--- Problem requirements ---
Check each line of the material, and show the ones that include the word "lists".

Information given below:

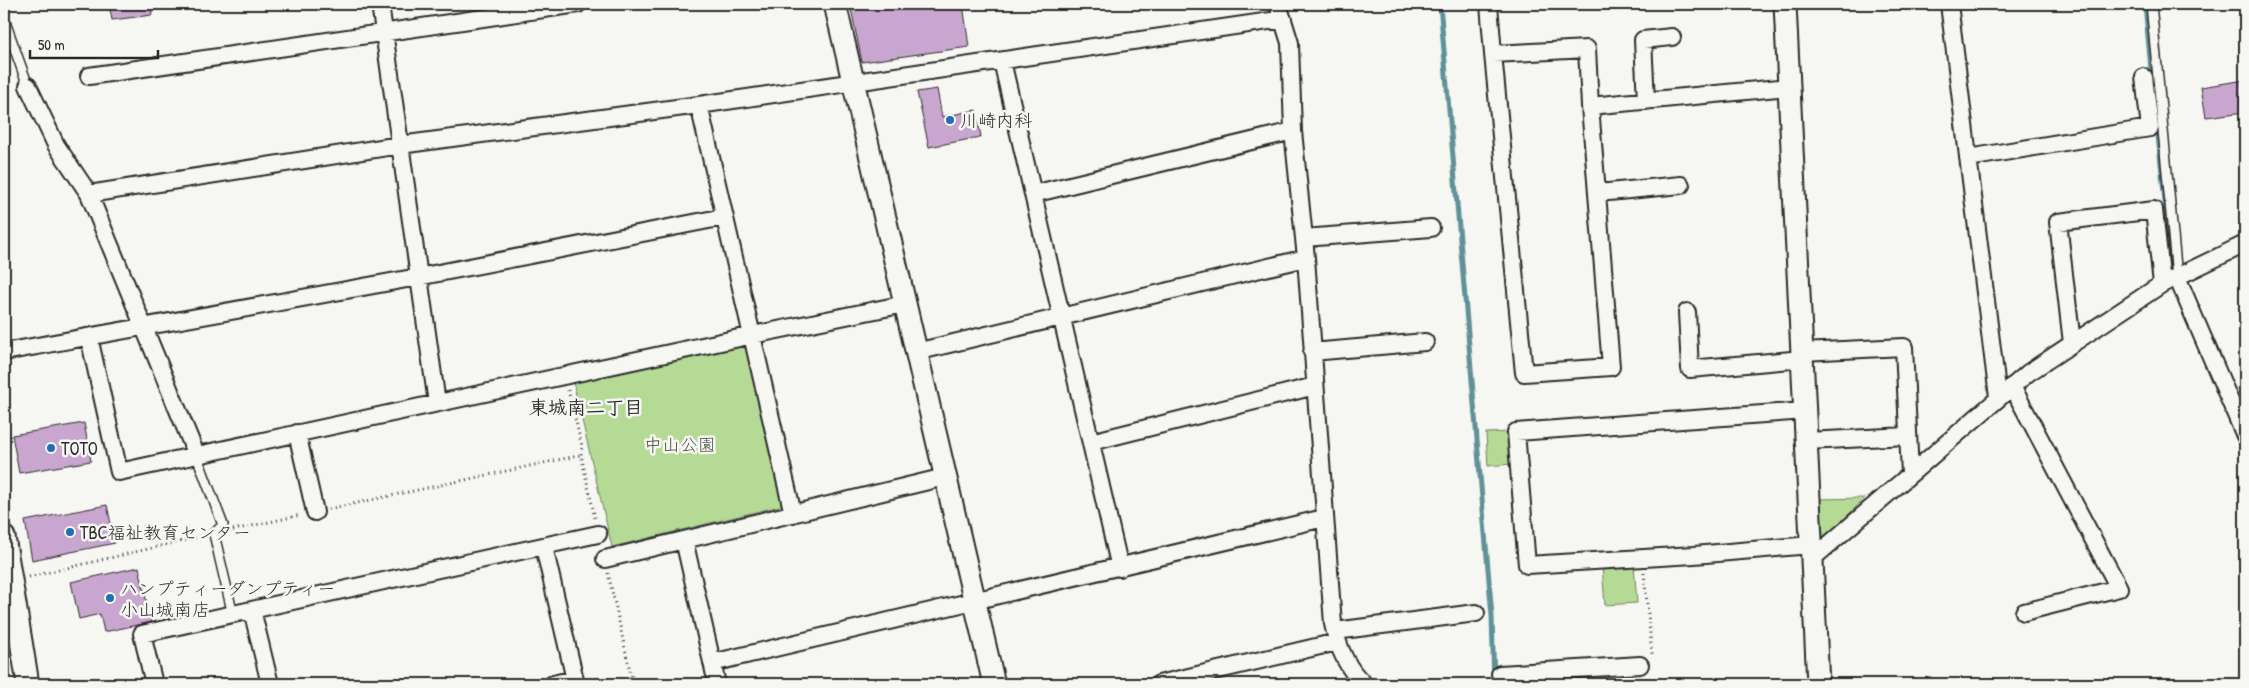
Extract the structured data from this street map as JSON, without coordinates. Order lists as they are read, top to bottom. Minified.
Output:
{"districts":["東城南二丁目"],"parks":["中山公園"],"places":["川崎内科","TOTO","TBC福祉教育センター","ハンプティーダンプティー 小山城南店"],"scale_bar":"50 m"}
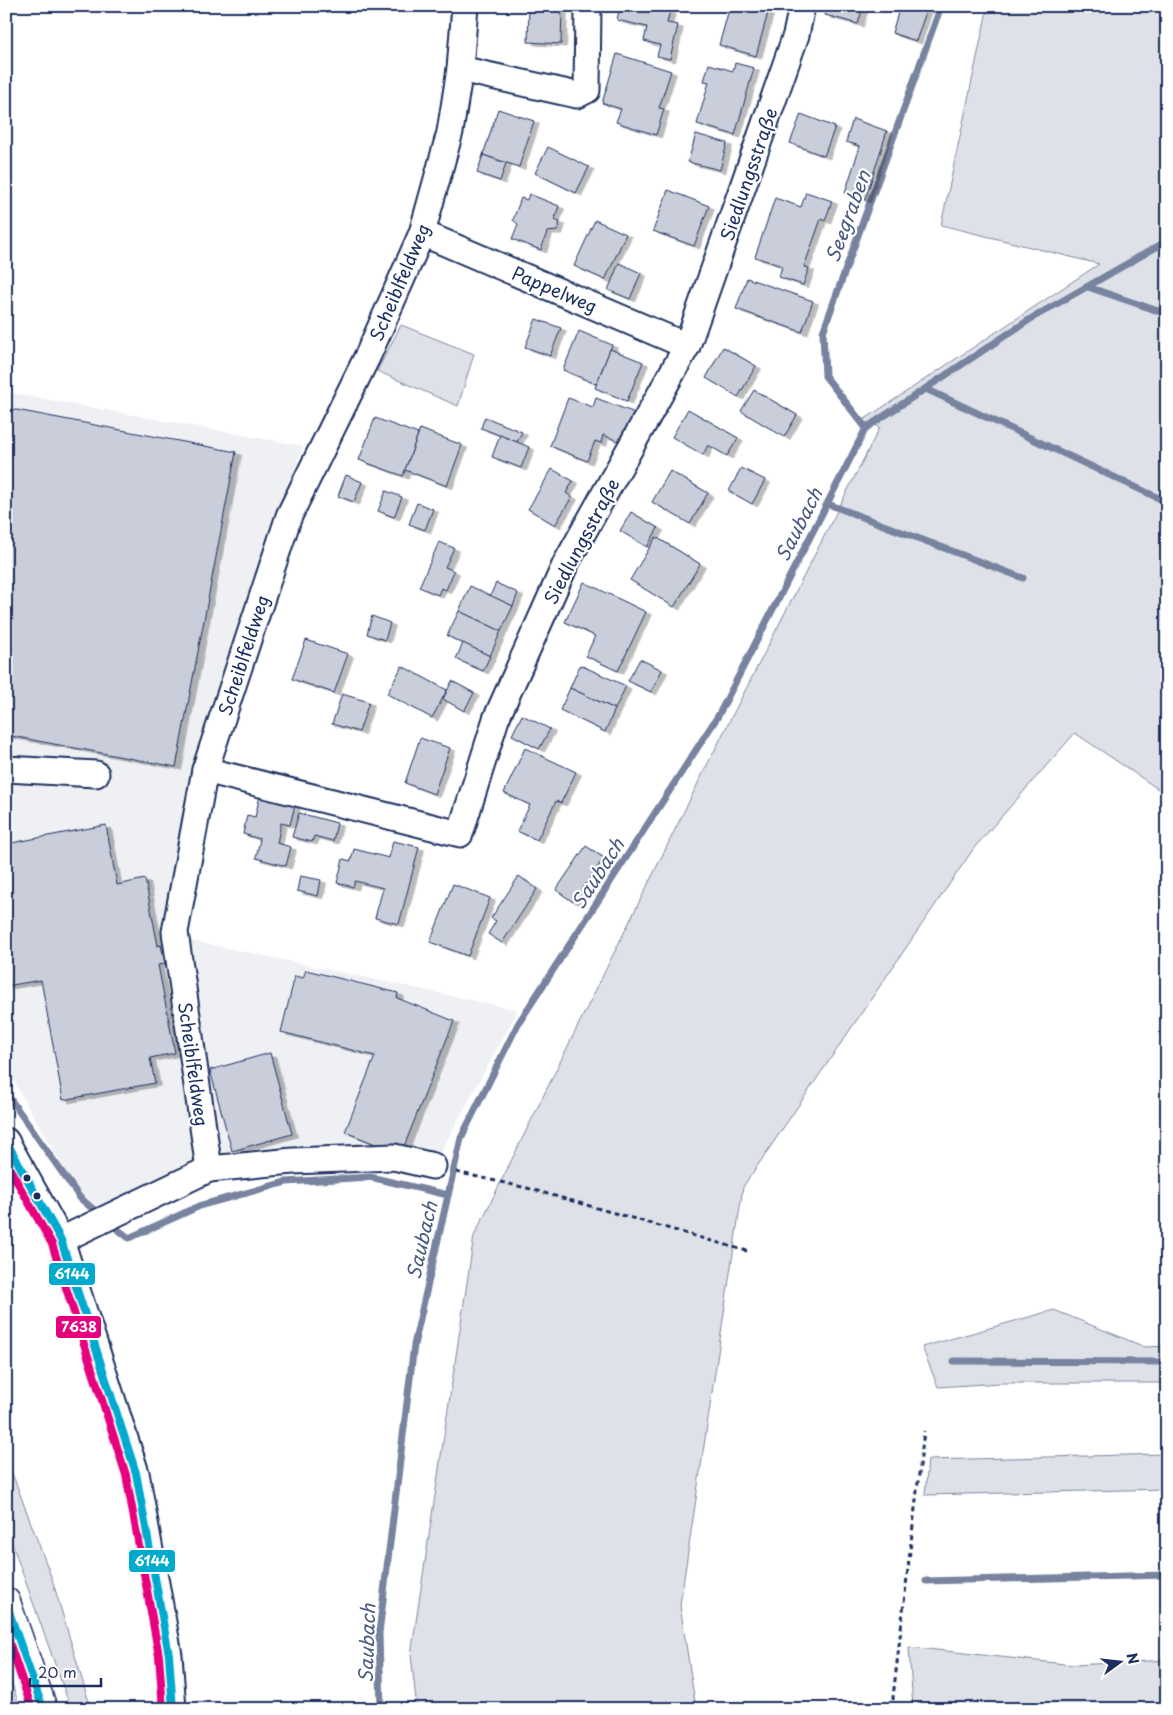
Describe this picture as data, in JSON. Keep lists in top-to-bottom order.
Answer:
{
  "streets": {
    "street": ["Siedlungsstraße", "Scheiblfeldweg", "Pappelweg"]
  },
  "crossings": [
    ["Siedlungsstraße", "Scheiblfeldweg"],
    ["Siedlungsstraße", "Pappelweg"],
    ["Scheiblfeldweg", "Pappelweg"]
  ],
  "water": ["Seegraben", "Saubach"],
  "lines": ["transit line 6144", "transit line 7638"],
  "scale_bar": "20 m",
  "north": "right"
}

End of Information given.

--- Result of the exercise ---
Extract the structured data from this street map as JSON, without coordinates. Order lists as they are read, top to bottom. Minified.
Describe this picture as data, in JSON. Keep lists in top-to-bottom order.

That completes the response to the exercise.